And the lengths they went to essentially gaslight the women into playing along, she alleged, were wild. “They actually had a therapist come on set at one point and talk to a few of us who were saying it wasn’t him. We found out later that it wasn’t a real, licensed therapist. It was just someone from the production team,” Birch said. “‘You have to learn how to trust your mind. I understand that you’re in a different country, and you don’t know what’s going on, but you have to trust the people here. It’s not good for you to keep questioning.’ It was really crazy.”
Audiences never got the chance to see the show through to its conclusion, as Fox yanked it after just four weeks due to dismal ratings. (The remainder of the series was made available on Hulu and Fox’s website.) But the fact that the fake Harry picked Birch, an actress, has only grown more amusing in light of real Harry’s own romantic developments in recent years. While her relationship with Hicks went—surprise, surprise—nowhere, Birch admitted that she felt a sense of vindication when Harry married Markle.

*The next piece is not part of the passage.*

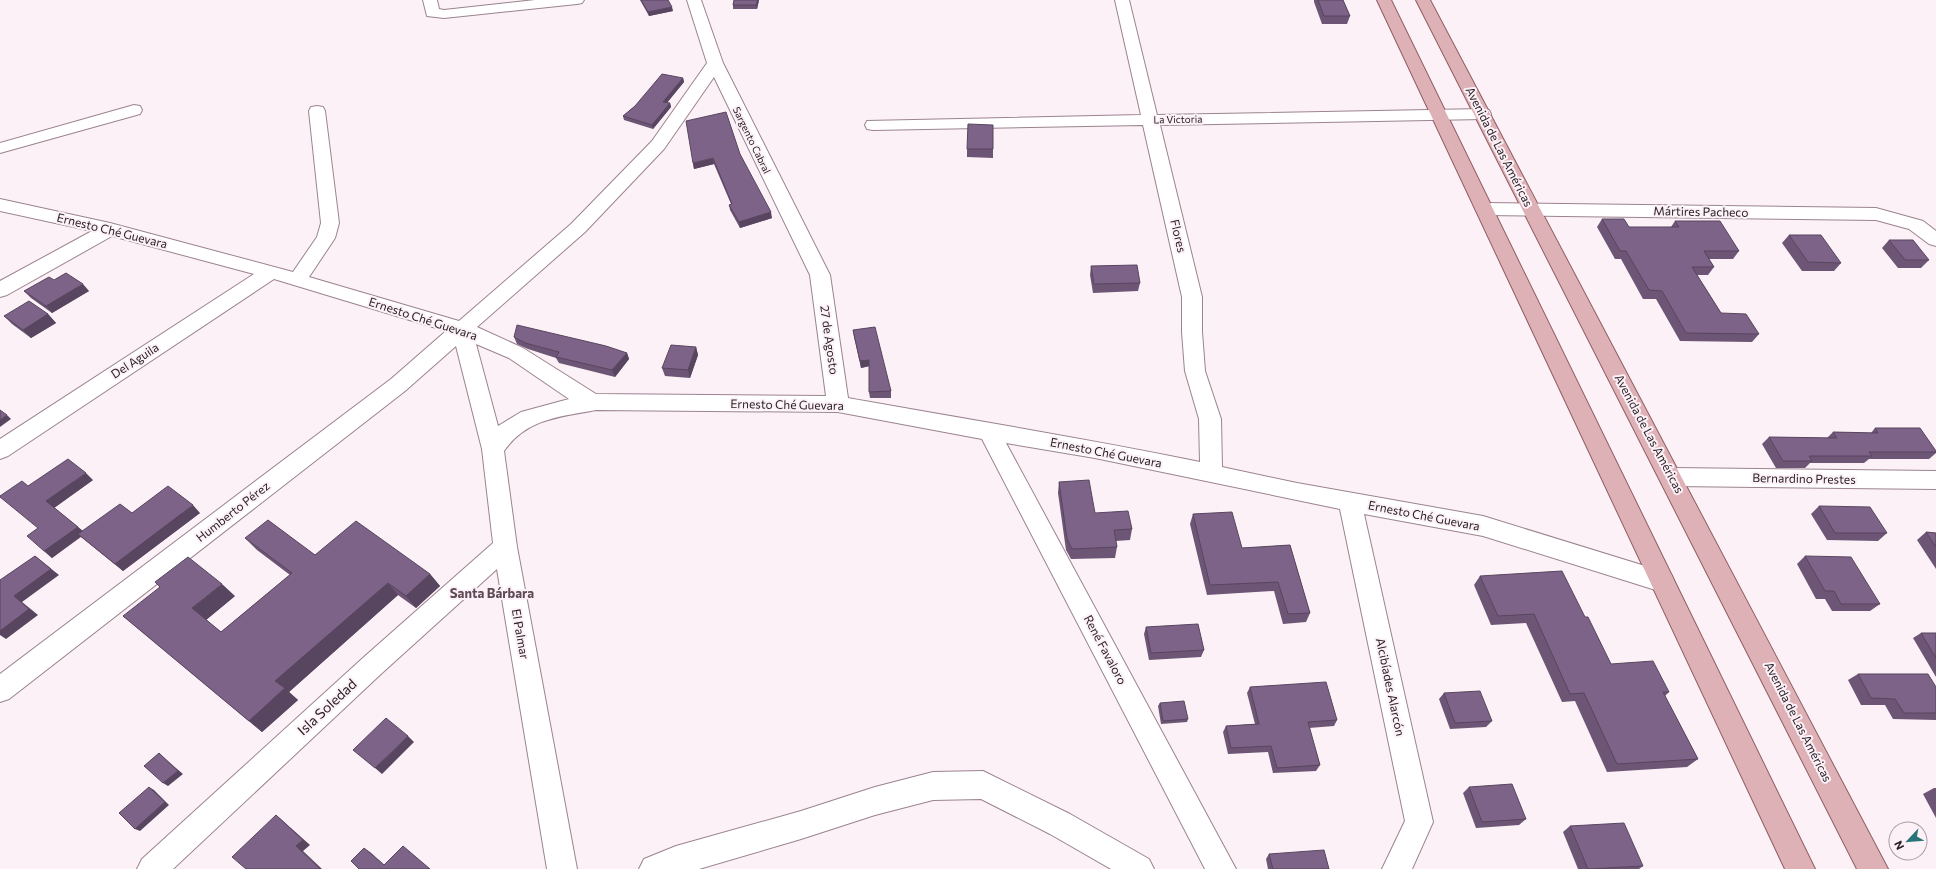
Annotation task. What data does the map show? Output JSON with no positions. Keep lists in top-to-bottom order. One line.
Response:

“Someone recently was like, ‘Remember when you were criticized for being so naive and dumb to actually believe that Prince Harry would end up marrying some American actress and then, you know, here he is marrying an American actress,'” she told Cosmopolitan.com in 2018. “It’s ironic, but it makes me feel a little better about the show — because I know we got some backlash about how dumb and naive and stupid we were to think that would actually be something he would do.”
Sometimes life’s funny like that.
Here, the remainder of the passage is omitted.